Le squash est un sport explosif, physique mais très ludique et fun avec lequel on prend beaucoup de plaisir sans avoir besoin d’une technique importante à la différence du tennis par exemple. Il y a toutefois pas mal de stratégies pour faire déplacer l’adversaire. On compare parfois le squash à un jeu d’échecs. Il ne suffit pas d’avoir un physique, il faut un mental d’acier pour faire face à toutes les situations et être efficace dans les moments importants.

Parle-nous de cette passion, comment et quand est-elle arrivée pour toi?

J’ai commencé le squash parce que mes parents ont acheté un restaurant dans lequel il y avait trois courts de squash. Ils ont gardé cette activité en plus du restaurant qu’ils avaient acheté lorsque j’avais un an. Dès que j’ai eu l’âge d’avoir une raquette en main, c’est-à -dire très jeune, j’ai été pris de passion pour cette discipline et je ne l’ai plus jamais quittée.

Quelles sont les qualités qui font un bon squasheur ?

Physiquement il faut être explosif et endurant parce qu’un match peut durer plus d’une heure, une heure et demie. On ne peut pas négliger cet aspect là.

Il faut avoir également un bon toucher de balle et une technique bien installée pour avoir des sensations au niveau de la raquette. Il n’y a pas beaucoup d’effets dans le squash comparé au tennis mais il y a un véritable toucher de balle avec plusieurs coups différents.

Avoir de la créativité et une stabilité c’est tout aussi important.

Il faut quoi qu’il en soit, prendre un maximum de plaisir.

Quels sacrifices as-tu dû faire pour vivre de cette passion?

Il y en a eu beaucoup depuis l’âge de quinze ans où je suis rentré au Pôle France à Aix en Provence. C’est sûr qu’on ne peut pas se permettre d’être à 80% dans ce sport. 

Ma vie étudiante n’a pas été forcément celle d’un étudiant lambda mais je ne le voyais pas comme un sacrifice. Ce fût de supers années en tant que junior, avec des personnes saines. Mais c’est vrai qu’en termes de vie privée, personnelle, c’est compliqué de construire quelque chose car on est beaucoup à l’étranger, notamment pour voir la famille.

C’est parfois un peu dur de temps en temps mais disons que c’est le prix à payer pour vivre de sa passion. 

Quelles sont les valeurs auxquelles tu es sensible?

L’honnêteté, le respect, un sport “clean” dans tous les sens. C’est-à -dire sans artifices, sans dopage, et plus “vert”. Ce sont les qualités auxquelles je suis sensible et dans lesquelles je me reconnais le plus.

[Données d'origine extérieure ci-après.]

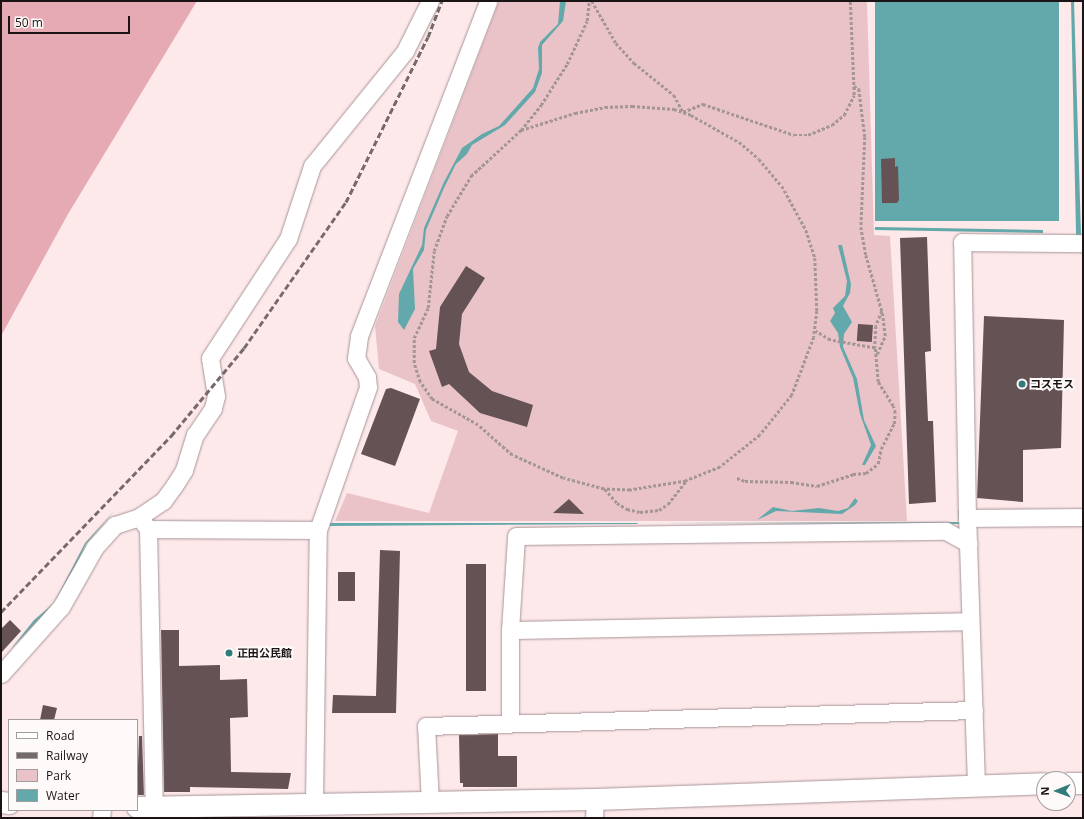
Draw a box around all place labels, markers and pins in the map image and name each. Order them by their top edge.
place label: コスモス [1030,377,1074,391]
marker: コスモス [1017,379,1027,389]
place label: 正田公民館 [237,646,292,660]
marker: 正田公民館 [224,648,234,658]

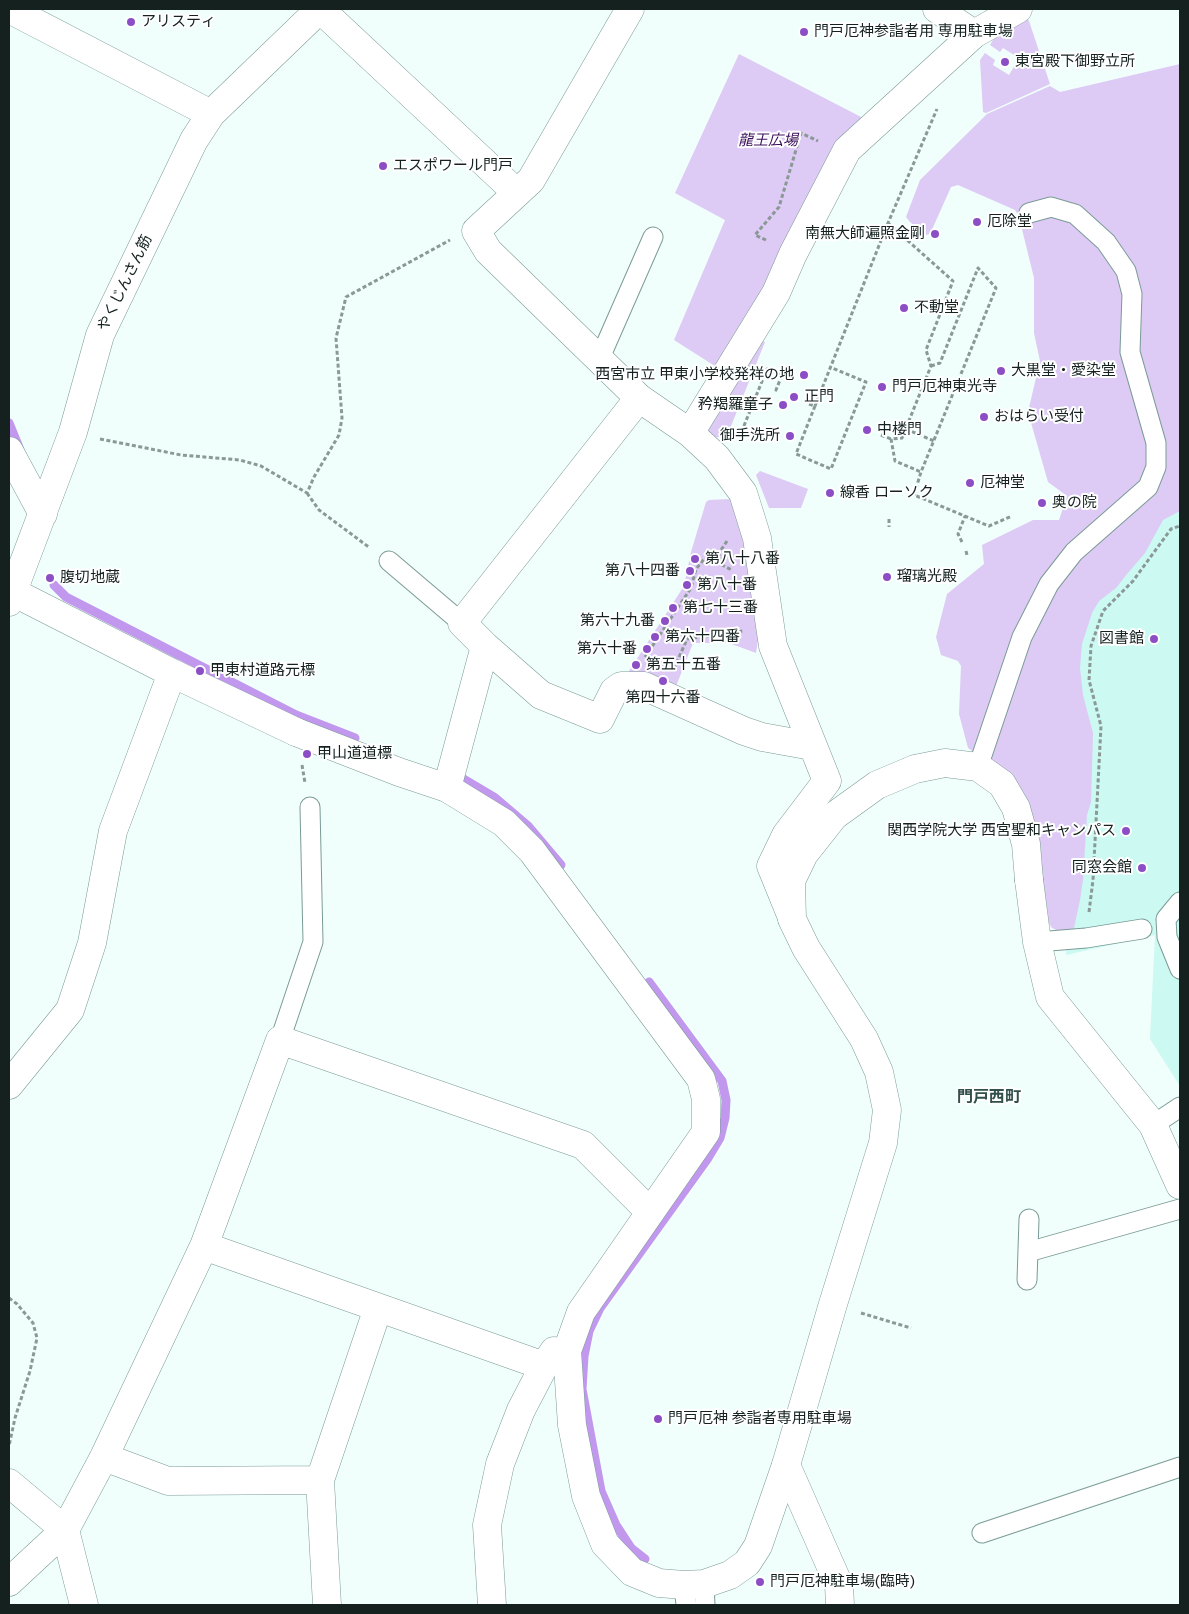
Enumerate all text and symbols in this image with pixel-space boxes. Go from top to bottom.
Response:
place label: アリスティ [141,13,216,31]
marker: アリスティ [125,16,137,28]
place label: 門戸厄神参詣者用 専用駐車場 [814,23,1013,41]
marker: 門戸厄神参詣者用 専用駐車場 [798,26,810,38]
place label: 東宮殿下御野立所 [1015,53,1135,71]
marker: 東宮殿下御野立所 [999,56,1011,68]
park label: 龍王広場 [738,132,798,150]
place label: エスポワール門戸 [393,157,513,175]
marker: エスポワール門戸 [377,160,389,172]
place label: 厄除堂 [987,213,1032,231]
marker: 厄除堂 [971,216,983,228]
place label: 南無大師遍照金剛 [805,225,925,243]
marker: 南無大師遍照金剛 [929,228,941,240]
street label: やくじんさん筋 [94,232,156,334]
place label: 不動堂 [914,299,959,317]
marker: 不動堂 [898,302,910,314]
place label: 大黒堂・愛染堂 [1011,362,1116,380]
marker: 大黒堂・愛染堂 [995,365,1007,377]
place label: 西宮市立 甲東小学校発祥の地 [595,366,794,384]
marker: 西宮市立 甲東小学校発祥の地 [798,369,810,381]
place label: 門戸厄神東光寺 [892,378,997,396]
marker: 門戸厄神東光寺 [876,381,888,393]
place label: 正門 [804,388,834,406]
marker: 正門 [788,391,800,403]
place label: 矜羯羅童子 [698,396,773,414]
marker: 矜羯羅童子 [777,399,789,411]
place label: おはらい受付 [994,408,1084,426]
marker: おはらい受付 [978,411,990,423]
place label: 中楼門 [877,421,922,439]
marker: 中楼門 [861,424,873,436]
place label: 御手洗所 [720,427,780,445]
marker: 御手洗所 [784,430,796,442]
place label: 厄神堂 [980,474,1025,492]
marker: 厄神堂 [964,477,976,489]
place label: 線香 ローソク [840,484,934,502]
marker: 線香 ローソク [824,487,836,499]
place label: 奥の院 [1052,494,1097,512]
marker: 奥の院 [1036,497,1048,509]
place label: 第八十八番 [705,550,780,568]
marker: 第八十八番 [689,553,701,565]
place label: 第八十四番 [605,562,680,580]
marker: 第八十四番 [684,565,696,577]
place label: 瑠璃光殿 [897,568,957,586]
place label: 腹切地蔵 [60,569,120,587]
marker: 瑠璃光殿 [881,571,893,583]
marker: 腹切地蔵 [44,572,56,584]
place label: 第八十番 [697,576,757,594]
marker: 第八十番 [681,579,693,591]
place label: 第七十三番 [683,599,758,617]
marker: 第七十三番 [667,602,679,614]
place label: 第六十九番 [580,612,655,630]
marker: 第六十九番 [659,615,671,627]
place label: 第六十四番 [665,628,740,646]
place label: 図書館 [1099,630,1144,648]
marker: 第六十四番 [649,631,661,643]
marker: 図書館 [1148,633,1160,645]
place label: 第六十番 [577,640,637,658]
marker: 第六十番 [641,643,653,655]
place label: 第五十五番 [646,656,721,674]
marker: 第五十五番 [630,659,642,671]
place label: 甲東村道路元標 [210,662,315,680]
marker: 甲東村道路元標 [194,665,206,677]
marker: 第四十六番 [657,675,669,687]
place label: 第四十六番 [626,689,700,707]
place label: 甲山道道標 [317,745,392,763]
marker: 甲山道道標 [301,748,313,760]
place label: 関西学院大学 西宮聖和キャンパス [887,822,1116,840]
marker: 関西学院大学 西宮聖和キャンパス [1120,825,1132,837]
place label: 同窓会館 [1072,859,1132,877]
marker: 同窓会館 [1136,862,1148,874]
district label: 門戸西町 [957,1087,1021,1107]
place label: 門戸厄神 参詣者専用駐車場 [668,1410,852,1428]
marker: 門戸厄神 参詣者専用駐車場 [652,1413,664,1425]
place label: 門戸厄神駐車場(臨時) [770,1573,915,1591]
marker: 門戸厄神駐車場(臨時) [754,1576,766,1588]

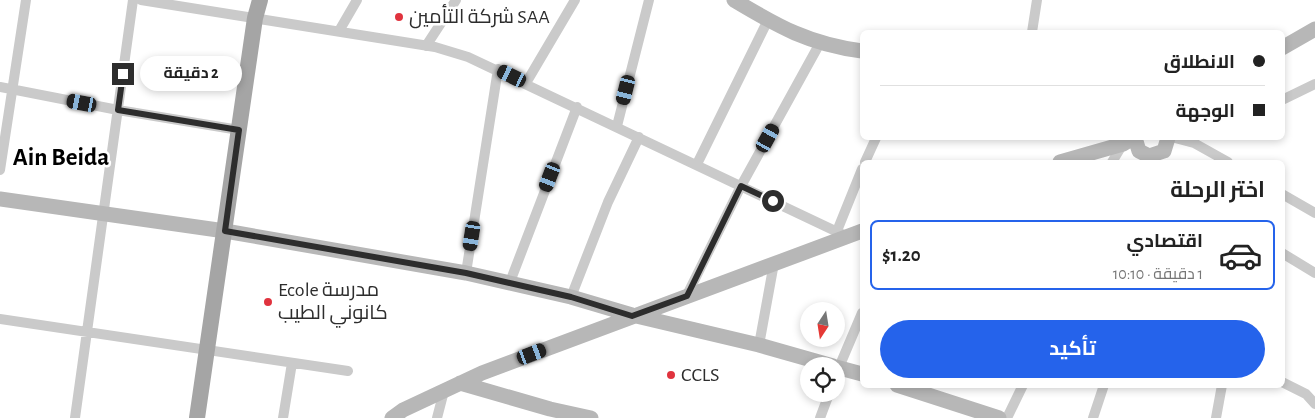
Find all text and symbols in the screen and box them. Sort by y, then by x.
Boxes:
place label: شركة التأمين SAA [409,4,550,29]
marker: شركة التأمين SAA [393,11,405,23]
text: الانطلاق [1164,53,1235,72]
callout: 2 دقيقة [140,56,243,92]
route end [112,63,134,85]
car [495,63,528,89]
text: 2 دقيقة [163,65,219,81]
car [615,74,636,106]
car [65,93,98,113]
text: الوجهة [1175,102,1235,121]
car [754,121,781,155]
district label: Ain Beida [13,145,109,170]
car [537,160,562,194]
text: اختر الرحلة [1170,179,1265,201]
route start [762,190,784,212]
car [462,220,481,252]
text: اقتصادي [1127,232,1203,251]
icon: car [1218,233,1263,278]
text: $1.20 [882,246,921,265]
text: 1 دقيقة · 10:10 [1113,266,1203,282]
place label: Ecole مدرسة كانوني الطيب [278,280,388,328]
marker: Ecole مدرسة كانوني الطيب [262,296,274,308]
north arrow [800,302,845,348]
map controls [800,302,845,402]
button: تأكيد [880,320,1265,378]
car [515,342,548,366]
button: locate [800,357,845,402]
place label: CCLS [681,365,720,385]
marker: CCLS [665,369,677,381]

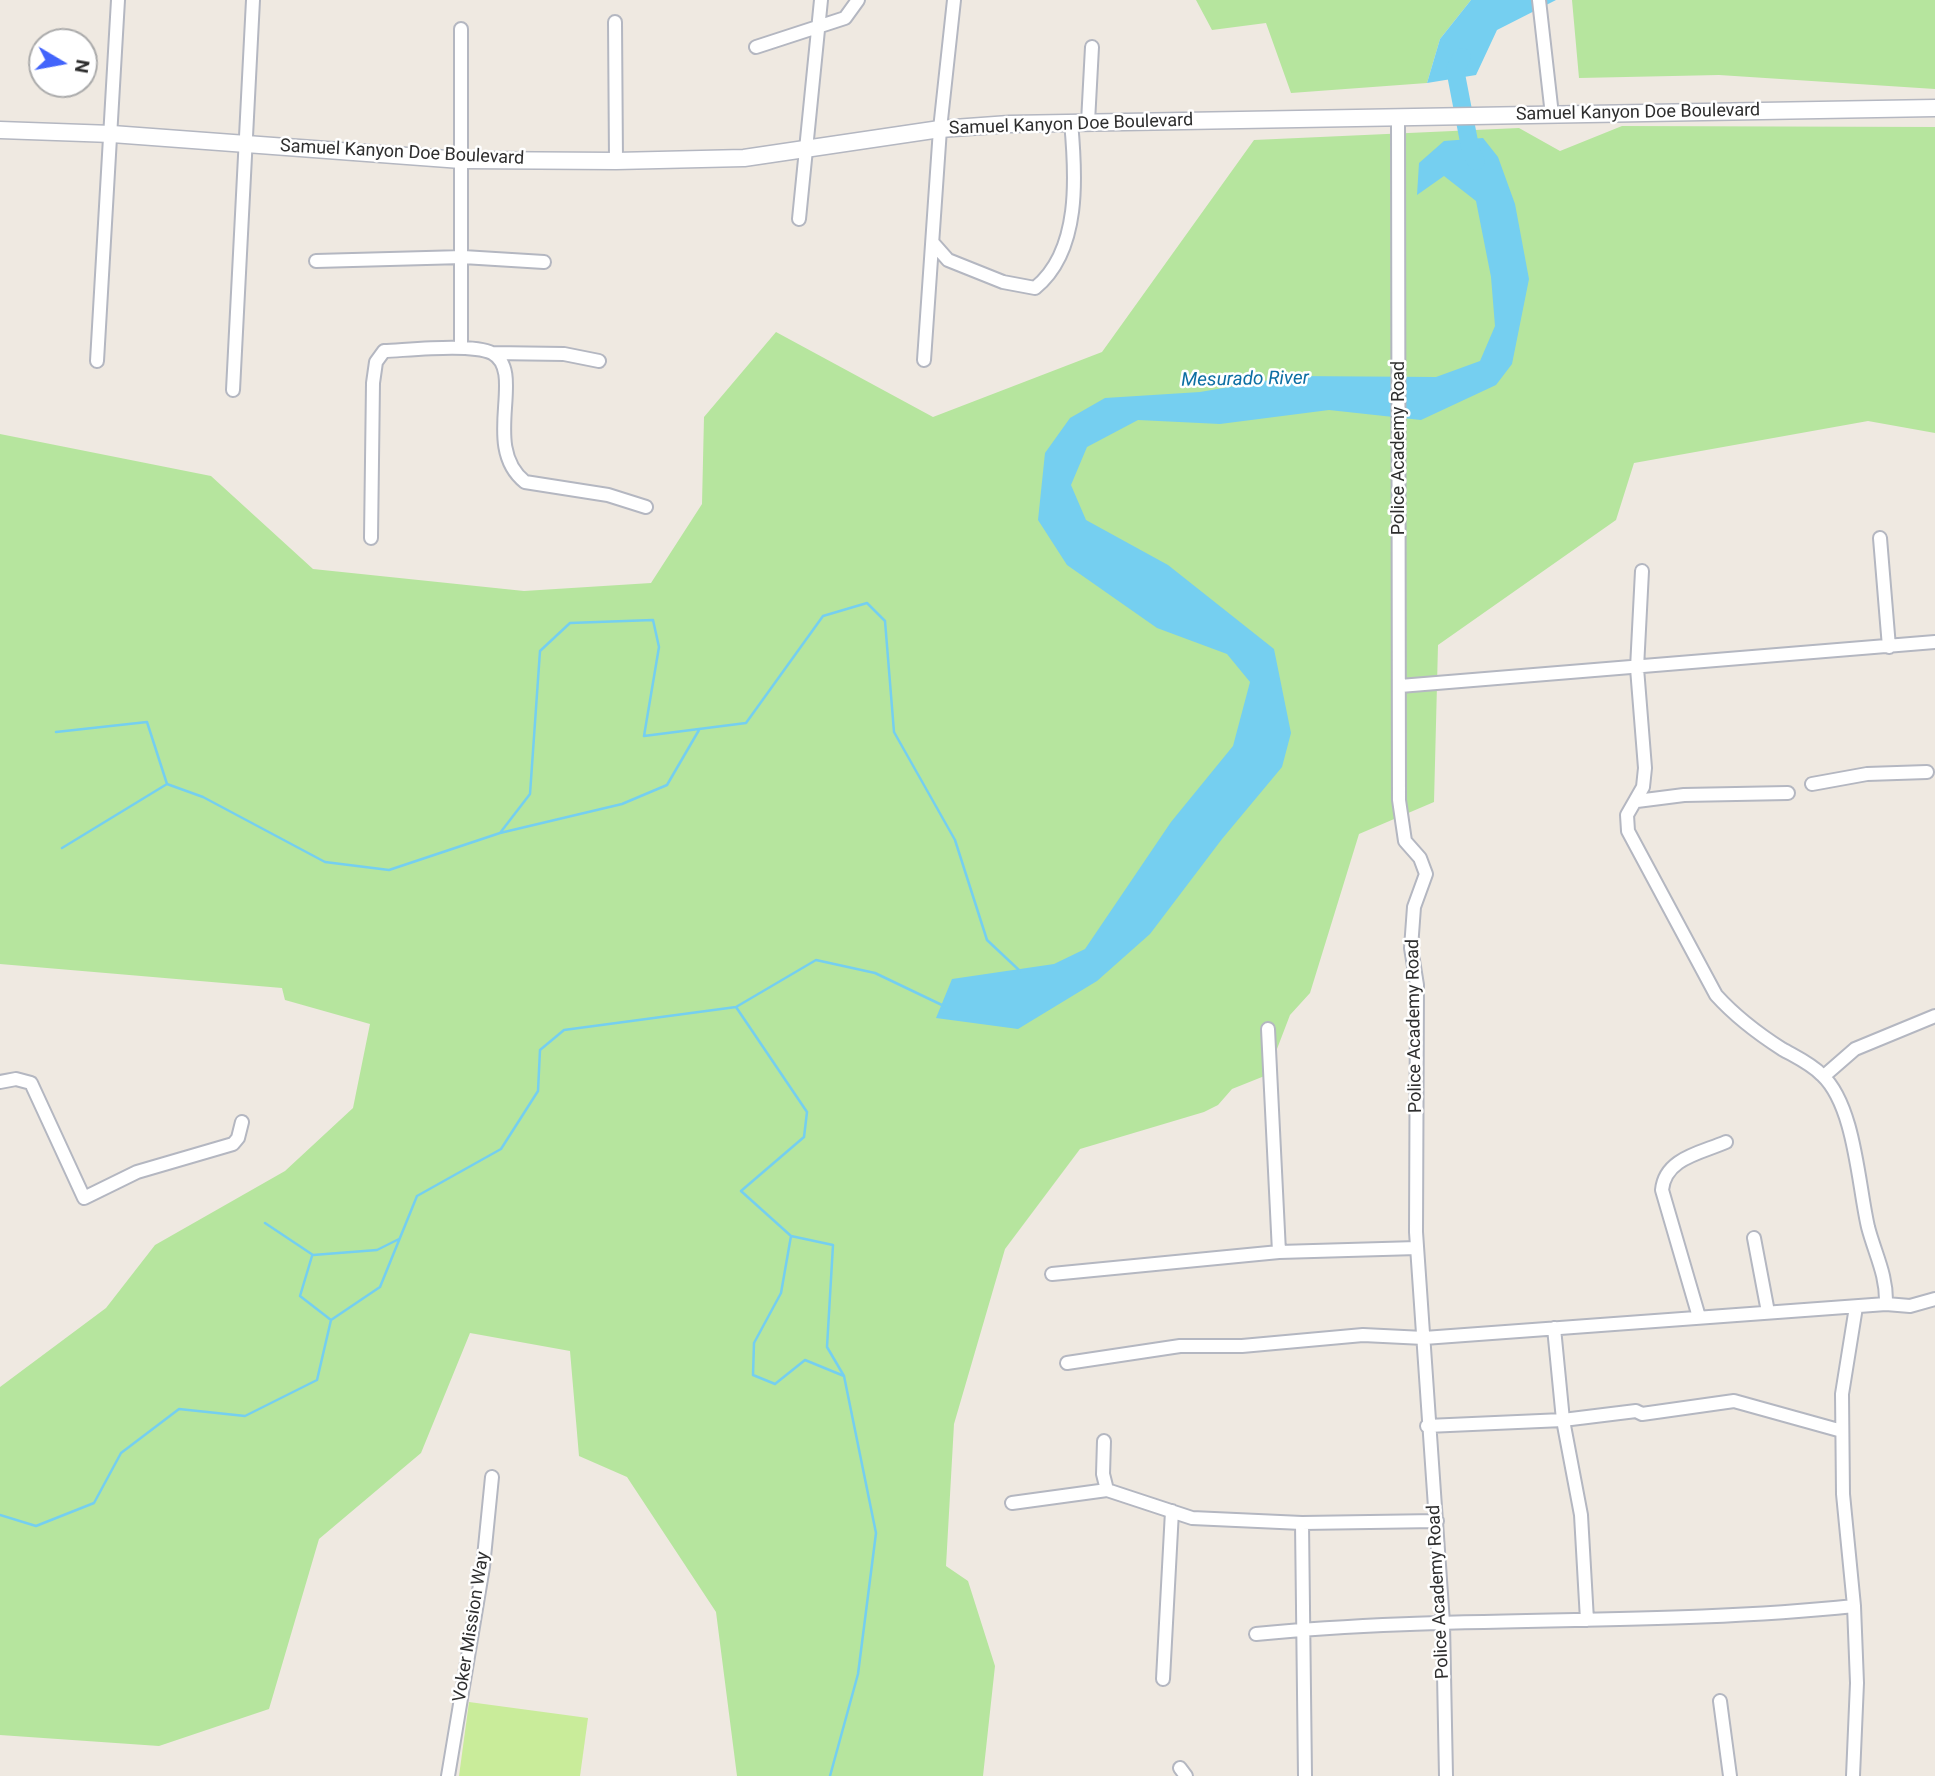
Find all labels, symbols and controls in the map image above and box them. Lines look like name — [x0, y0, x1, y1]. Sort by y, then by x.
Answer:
north arrow — [28, 28, 98, 98]
text: N — [70, 58, 95, 75]
street label: Samuel Kanyon Doe Boulevard — [1516, 100, 1760, 126]
street label: Samuel Kanyon Doe Boulevard — [948, 110, 1194, 140]
street label: Samuel Kanyon Doe Boulevard — [279, 136, 525, 170]
street label: Police Academy Road — [1388, 361, 1410, 535]
water label: Mesurado River — [1181, 367, 1309, 393]
street label: Police Academy Road — [1403, 939, 1427, 1113]
street label: Police Academy Road — [1424, 1504, 1454, 1680]
street label: Voker Mission Way — [449, 1550, 495, 1704]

On est dans un sport avec des valeurs financières cohérentes, nous permettant de garder les pieds sur terre, la tête sur les épaules. On ne peut pas se permettre de mal gérer tout cela, il faut une certaine valeur de l’argent et qui passe par une éducation au départ.

Le plus beau souvenir de ta carrière à ce jour?

Il y en a eu plusieurs.

 Le premier titre de Champion de France, ça fait évidemment quelque chose, tout comme être Champion d’Europe Junior, même si cela remonte à longtemps, cela reste ancré.

Mon premier titre de Champion d’Europe par équipe en 2015/2016, c’était quelque chose de fort car c’est une victoire que l’on a partagé à plusieurs. 

Mes souvenirs à l’Open International de Nantes, que j’ai gagnés 3 fois, sont des sensations indescriptibles car j’avais le public derrière moi. 

Plusieurs souvenirs donc mais le dernier cité fait partie des plus grosses émotions car je jouais à la maison, dans mon pays.

Ton pire souvenir et comment as- tu réussi à te surpasser ?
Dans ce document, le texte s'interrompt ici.